The contact at U.S. Embassy Seoul for IPR issues is: SeoulECONTrade@state.gov
Additional local resources are as follows:
The American Chamber of Commerce in Korea
6. Financial Sector
Capital Markets and Portfolio Investment
The ROK has its own stock market and an effective regulatory system that encourages portfolio investment. There is sufficient liquidity in the market to enter and exit sizeable positions. The ROK government uses various incentives, such as tax breaks, to facilitate the free flow of financial resources into the product and factor markets. The ROK government respects International Monetary Fund (IMF) Article VIII, on the general obligations of member states, by refraining from restrictions on payments and transfers for current international transactions. Credit is allocated on market terms. The private sector has access to a variety of credit instruments, but non-resident foreigners are not able to borrow money in South Korean won, although they can issue bonds in local currency.
Foreign portfolio investors enjoy open access to the ROK stock market. Aggregate foreign investment ceilings in the Korean Stock Exchange (KSE) were abolished in 1998, and foreign investors owned 35.1 percent of KSE stocks and 10 percent of the Korean Securities Dealers Automated Quotations (KOSDAQ) as of the end of 2016. In recent years, foreign portfolio investment has fluctuated, influenced by external factors such as the November 2016 U.S. presidential election, the slowing of the Chinese economy, and domestic political turmoil caused by a corruption scandal surrounding impeached President Park Geun-hye.
Money and Banking System
Financial sector reforms are often cited as one reason for the ROK’s rapid rebound from the 2008 global financial crisis. These reforms aimed to increase transparency and investor confidence and generally purge the sector of moral hazard. Since 1998, the ROK government has recapitalized its banks and non-bank financial institutions, closed or merged weak financial institutions, resolved many non-performing assets, introduced internationally-accepted risk assessment methods and accounting standards for banks, forced depositors and investors to assume appropriate levels of risk, and taken steps to help end the policy-directed lending of the past. These reforms addressed the weak supervision and poor lending practices in the South Korean banking system that helped cause and exacerbate the 1997-98 Asian financial crisis.

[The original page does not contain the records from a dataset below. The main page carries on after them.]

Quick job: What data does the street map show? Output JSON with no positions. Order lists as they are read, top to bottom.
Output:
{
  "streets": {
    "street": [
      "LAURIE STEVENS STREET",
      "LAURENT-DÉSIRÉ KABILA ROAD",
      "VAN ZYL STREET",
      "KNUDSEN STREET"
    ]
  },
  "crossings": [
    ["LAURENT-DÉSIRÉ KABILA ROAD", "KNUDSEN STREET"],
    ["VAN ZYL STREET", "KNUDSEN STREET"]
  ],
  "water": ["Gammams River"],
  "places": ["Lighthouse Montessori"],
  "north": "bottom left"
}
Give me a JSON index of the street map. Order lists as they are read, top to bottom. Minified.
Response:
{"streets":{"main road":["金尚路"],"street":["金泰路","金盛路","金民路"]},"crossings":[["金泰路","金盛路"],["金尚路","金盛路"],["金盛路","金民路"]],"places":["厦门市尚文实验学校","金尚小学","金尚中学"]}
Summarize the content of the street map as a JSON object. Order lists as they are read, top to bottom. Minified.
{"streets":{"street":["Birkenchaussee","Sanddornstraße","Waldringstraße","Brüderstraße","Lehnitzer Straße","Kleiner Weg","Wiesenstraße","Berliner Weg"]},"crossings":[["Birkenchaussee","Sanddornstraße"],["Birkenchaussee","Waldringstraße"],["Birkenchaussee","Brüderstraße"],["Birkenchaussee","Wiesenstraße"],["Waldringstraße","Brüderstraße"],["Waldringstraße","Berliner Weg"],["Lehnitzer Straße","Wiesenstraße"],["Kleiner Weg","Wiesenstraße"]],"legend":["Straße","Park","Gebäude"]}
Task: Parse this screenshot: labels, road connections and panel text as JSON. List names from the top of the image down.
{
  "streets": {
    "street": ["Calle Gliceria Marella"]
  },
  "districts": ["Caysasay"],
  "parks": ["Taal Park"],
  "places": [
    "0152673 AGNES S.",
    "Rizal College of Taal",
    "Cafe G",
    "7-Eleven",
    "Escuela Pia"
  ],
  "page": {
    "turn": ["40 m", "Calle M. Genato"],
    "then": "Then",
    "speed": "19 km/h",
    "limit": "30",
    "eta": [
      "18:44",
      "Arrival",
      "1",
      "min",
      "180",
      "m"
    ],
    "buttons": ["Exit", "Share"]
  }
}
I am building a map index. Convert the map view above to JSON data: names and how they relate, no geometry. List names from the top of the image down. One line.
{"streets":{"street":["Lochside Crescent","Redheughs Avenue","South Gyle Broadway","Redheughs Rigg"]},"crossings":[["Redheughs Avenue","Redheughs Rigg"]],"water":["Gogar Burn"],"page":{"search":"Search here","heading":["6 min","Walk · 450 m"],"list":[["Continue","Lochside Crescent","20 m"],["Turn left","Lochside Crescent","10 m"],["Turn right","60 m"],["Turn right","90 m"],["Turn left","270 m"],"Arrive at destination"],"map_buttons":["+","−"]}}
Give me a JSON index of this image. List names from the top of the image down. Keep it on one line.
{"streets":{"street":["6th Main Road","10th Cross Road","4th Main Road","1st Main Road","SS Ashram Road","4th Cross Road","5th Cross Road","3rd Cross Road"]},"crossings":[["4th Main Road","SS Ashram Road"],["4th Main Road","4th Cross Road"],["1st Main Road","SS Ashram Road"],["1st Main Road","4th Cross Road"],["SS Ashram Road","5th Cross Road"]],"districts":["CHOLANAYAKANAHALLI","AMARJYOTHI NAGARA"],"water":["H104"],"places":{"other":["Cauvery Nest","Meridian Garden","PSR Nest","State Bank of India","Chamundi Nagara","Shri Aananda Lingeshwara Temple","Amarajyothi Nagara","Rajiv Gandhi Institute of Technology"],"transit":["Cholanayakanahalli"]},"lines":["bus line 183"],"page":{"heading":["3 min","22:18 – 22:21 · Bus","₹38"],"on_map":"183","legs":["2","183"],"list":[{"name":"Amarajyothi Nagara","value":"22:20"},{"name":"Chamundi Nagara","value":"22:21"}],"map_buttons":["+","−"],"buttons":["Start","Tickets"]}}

The ROK banking sector is healthy. Rating agency Standard & Poor’s categorized ROK banks as low risk on June 22, 2016. Hanwha Bank’s total assets were KRW 330 trillion (USD 292 billion) at the end of 2015, for example. The ROK central bank is the Bank of Korea (BOK). Foreign banks or branches are allowed to establish operations in the country. They are subject to prudential measures or other relevant regulations. The ROK has not lost any correspondent banking relationships in the past three years, nor are any relationships in jeopardy.
Foreign Exchange and Remittances
In categories open to investment, foreign exchange banks must be notified in advance of applications for foreign investment. All ROK banks, including branches of foreign banks, are permitted to deal in foreign exchange. In effect, these notifications are pro forma, and approval can be processed within three hours. Applications may be denied only on specific grounds, including national security, public order and morals, international security obligations, and health and environmental concerns. Exceptions to the advance notification approval system exist for project categories subject to joint-venture requirements and certain projects in the distribution sector.
According to the Foreign Exchange Transaction Act (FETA), transactions that could harm international peace or public order, such as money laundering and gambling, require additional monitoring or screening. Three specific types of transactions are restricted:
- Non-residents are not permitted to buy won-denominated hedge funds, including forward currency contracts;
- The Financial Services Commission will not permit foreign currency borrowing by “non-viable” domestic firms; and
- The ROK government will monitor and ensure that South Korean firms that have extended credit to foreign borrowers collect their debts. The ROK government has retained the authority to re-impose restrictions in the case of severe economic or financial emergency.
Funds associated with any form of investment can be freely converted into any world currency. However, there might be some cost or technical problems in case of conversion into lesser used currencies, due to the relatively small foreign exchange market in the country. In 2016, 81 percent of spot transactions in the market were between the U.S. dollar and Korean won, while daily transaction (spot + future) was equal to USD 10.5 billion.
Exchange rates are generally determined by the market. The U.S. Treasury Department reports that ROK authorities have intervened on both sides of the currency market, but the sustained rise in their reserves and net forward position indicate that they have intervened on net to resist won appreciation.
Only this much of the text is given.